What to do:
Go through the data below and return each line where the string "green" occurs.

[Records from a dataset]
== Segment start ==

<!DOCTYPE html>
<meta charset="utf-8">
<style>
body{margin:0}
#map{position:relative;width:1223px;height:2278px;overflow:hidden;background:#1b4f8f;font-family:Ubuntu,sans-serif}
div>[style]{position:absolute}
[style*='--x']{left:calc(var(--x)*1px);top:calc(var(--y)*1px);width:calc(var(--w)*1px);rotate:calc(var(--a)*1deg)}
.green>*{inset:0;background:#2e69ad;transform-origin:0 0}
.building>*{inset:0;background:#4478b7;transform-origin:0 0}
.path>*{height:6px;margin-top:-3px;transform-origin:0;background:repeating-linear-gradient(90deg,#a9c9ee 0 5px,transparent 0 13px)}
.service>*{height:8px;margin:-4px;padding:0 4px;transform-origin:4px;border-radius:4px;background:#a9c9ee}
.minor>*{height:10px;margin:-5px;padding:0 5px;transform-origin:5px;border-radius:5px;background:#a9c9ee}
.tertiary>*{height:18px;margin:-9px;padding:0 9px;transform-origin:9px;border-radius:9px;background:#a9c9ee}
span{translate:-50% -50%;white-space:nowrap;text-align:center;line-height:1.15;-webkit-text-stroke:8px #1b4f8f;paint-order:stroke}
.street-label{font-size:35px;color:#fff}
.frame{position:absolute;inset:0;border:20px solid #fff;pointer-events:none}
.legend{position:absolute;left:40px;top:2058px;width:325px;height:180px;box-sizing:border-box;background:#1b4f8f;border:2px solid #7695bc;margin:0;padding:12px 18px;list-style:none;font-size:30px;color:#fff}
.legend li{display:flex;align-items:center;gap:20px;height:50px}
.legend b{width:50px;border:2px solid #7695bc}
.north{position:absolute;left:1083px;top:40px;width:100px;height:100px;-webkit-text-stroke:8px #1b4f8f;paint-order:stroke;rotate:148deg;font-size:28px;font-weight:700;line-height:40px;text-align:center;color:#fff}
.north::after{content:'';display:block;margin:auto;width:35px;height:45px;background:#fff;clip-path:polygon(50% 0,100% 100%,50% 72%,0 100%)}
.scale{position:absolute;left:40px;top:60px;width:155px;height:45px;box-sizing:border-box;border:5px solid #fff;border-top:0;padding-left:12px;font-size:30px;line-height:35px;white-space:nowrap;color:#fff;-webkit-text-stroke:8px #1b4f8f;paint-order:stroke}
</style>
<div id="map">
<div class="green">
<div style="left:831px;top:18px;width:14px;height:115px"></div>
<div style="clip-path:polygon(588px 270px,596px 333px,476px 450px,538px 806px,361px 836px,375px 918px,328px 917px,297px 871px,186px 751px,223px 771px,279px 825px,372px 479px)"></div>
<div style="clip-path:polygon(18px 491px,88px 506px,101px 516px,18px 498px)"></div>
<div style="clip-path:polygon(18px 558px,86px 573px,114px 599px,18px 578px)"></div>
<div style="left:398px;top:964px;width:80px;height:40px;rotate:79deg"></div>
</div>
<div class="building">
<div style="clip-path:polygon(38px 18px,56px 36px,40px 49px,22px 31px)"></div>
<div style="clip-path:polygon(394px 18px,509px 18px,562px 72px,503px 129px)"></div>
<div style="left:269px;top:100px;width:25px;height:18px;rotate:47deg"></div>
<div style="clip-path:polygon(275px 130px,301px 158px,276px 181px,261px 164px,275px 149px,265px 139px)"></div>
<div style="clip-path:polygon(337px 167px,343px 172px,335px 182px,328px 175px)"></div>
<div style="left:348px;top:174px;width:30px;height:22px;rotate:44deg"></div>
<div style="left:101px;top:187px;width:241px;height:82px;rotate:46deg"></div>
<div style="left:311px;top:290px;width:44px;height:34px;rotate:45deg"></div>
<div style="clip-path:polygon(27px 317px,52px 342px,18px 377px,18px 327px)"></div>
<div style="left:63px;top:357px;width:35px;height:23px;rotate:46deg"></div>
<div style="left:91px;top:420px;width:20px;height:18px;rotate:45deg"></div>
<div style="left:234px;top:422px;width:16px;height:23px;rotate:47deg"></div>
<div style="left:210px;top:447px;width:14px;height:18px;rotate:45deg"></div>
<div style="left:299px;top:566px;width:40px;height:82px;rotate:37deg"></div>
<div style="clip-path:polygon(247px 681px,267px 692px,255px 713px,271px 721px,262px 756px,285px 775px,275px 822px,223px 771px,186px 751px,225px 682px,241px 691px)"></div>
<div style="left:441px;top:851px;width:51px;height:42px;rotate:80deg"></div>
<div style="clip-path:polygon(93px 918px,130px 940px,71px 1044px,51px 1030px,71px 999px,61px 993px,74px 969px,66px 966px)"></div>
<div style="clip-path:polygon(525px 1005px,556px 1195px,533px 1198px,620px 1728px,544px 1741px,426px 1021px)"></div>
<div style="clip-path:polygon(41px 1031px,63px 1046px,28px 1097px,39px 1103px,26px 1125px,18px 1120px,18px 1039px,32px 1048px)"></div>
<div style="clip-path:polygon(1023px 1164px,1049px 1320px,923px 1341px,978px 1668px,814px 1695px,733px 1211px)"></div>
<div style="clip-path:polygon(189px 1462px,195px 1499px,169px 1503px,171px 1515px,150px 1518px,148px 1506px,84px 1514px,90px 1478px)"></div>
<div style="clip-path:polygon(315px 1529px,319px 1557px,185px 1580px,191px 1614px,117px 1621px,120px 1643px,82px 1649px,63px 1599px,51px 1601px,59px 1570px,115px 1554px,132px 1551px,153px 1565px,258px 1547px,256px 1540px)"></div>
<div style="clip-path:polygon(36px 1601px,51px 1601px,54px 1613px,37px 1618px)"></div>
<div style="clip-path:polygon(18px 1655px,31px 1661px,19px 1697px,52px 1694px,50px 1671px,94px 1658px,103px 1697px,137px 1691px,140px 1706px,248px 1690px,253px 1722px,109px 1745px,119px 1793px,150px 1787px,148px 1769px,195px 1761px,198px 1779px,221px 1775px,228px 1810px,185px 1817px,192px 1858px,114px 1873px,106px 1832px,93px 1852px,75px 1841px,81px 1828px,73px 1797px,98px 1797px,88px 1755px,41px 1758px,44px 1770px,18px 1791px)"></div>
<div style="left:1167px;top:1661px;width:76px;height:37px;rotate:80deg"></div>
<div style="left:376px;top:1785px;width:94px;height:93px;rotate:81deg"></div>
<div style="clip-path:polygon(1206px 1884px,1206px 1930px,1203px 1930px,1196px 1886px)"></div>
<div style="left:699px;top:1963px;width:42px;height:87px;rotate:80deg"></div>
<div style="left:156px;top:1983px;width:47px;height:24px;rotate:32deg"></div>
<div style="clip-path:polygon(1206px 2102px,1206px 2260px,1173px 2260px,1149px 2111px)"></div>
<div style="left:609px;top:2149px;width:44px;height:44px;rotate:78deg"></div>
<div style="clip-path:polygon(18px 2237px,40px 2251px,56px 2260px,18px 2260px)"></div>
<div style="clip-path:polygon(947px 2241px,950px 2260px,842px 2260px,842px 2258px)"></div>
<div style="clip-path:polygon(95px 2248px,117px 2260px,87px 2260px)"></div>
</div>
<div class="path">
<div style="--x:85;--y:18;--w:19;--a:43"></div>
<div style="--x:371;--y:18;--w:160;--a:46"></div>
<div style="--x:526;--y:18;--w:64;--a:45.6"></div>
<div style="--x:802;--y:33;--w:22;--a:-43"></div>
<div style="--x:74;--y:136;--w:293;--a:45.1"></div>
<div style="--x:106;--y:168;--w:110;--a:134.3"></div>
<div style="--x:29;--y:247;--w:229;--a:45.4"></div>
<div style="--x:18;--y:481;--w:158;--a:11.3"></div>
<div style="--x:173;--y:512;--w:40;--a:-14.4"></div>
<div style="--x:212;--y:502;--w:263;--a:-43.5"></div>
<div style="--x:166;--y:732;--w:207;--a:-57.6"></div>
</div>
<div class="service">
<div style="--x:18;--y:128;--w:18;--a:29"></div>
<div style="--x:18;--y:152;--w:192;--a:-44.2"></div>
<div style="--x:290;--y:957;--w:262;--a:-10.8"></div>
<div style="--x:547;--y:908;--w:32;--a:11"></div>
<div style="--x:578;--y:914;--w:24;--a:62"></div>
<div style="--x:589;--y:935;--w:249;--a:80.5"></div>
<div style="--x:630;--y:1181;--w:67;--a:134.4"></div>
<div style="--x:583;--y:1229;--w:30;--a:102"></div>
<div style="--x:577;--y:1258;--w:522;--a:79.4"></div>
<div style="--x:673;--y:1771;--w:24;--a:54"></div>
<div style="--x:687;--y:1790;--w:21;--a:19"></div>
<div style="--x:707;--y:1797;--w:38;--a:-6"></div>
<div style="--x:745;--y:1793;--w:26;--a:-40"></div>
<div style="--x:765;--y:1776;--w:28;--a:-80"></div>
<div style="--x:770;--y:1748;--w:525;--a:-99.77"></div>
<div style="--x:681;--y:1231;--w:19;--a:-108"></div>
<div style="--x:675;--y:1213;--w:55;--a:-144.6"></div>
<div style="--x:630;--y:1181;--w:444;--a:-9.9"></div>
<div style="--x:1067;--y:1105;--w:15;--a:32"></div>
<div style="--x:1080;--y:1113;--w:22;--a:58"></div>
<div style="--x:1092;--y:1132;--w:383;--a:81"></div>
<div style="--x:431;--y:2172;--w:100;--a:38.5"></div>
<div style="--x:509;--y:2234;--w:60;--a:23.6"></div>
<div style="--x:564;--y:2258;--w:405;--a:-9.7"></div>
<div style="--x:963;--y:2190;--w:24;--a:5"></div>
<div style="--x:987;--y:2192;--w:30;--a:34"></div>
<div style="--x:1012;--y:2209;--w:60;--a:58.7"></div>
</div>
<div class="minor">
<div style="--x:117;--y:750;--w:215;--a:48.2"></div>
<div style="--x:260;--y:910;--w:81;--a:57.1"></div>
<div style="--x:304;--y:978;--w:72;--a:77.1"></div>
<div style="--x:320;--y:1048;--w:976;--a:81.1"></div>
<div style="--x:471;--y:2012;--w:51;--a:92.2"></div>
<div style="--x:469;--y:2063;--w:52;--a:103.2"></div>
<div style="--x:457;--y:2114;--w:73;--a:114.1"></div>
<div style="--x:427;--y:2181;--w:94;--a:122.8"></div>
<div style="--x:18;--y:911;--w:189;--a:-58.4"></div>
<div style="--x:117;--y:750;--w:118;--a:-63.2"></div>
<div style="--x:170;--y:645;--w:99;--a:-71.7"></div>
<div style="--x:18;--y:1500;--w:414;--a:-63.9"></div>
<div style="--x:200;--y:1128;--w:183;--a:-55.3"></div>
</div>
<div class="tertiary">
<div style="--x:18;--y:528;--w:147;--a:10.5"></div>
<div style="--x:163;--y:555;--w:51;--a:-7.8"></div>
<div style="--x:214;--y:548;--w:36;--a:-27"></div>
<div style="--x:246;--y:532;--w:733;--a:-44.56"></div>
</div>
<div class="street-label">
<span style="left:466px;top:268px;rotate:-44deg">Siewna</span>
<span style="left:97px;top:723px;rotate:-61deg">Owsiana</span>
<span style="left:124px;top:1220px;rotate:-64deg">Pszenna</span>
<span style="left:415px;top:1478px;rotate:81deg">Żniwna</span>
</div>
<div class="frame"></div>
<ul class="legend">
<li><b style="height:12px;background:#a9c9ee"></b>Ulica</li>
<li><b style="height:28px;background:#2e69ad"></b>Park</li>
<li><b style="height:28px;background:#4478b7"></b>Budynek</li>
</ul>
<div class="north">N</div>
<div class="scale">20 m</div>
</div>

== Segment end ==

Response:
.green>*{inset:0;background:#2e69ad;transform-origin:0 0}
<div class="green">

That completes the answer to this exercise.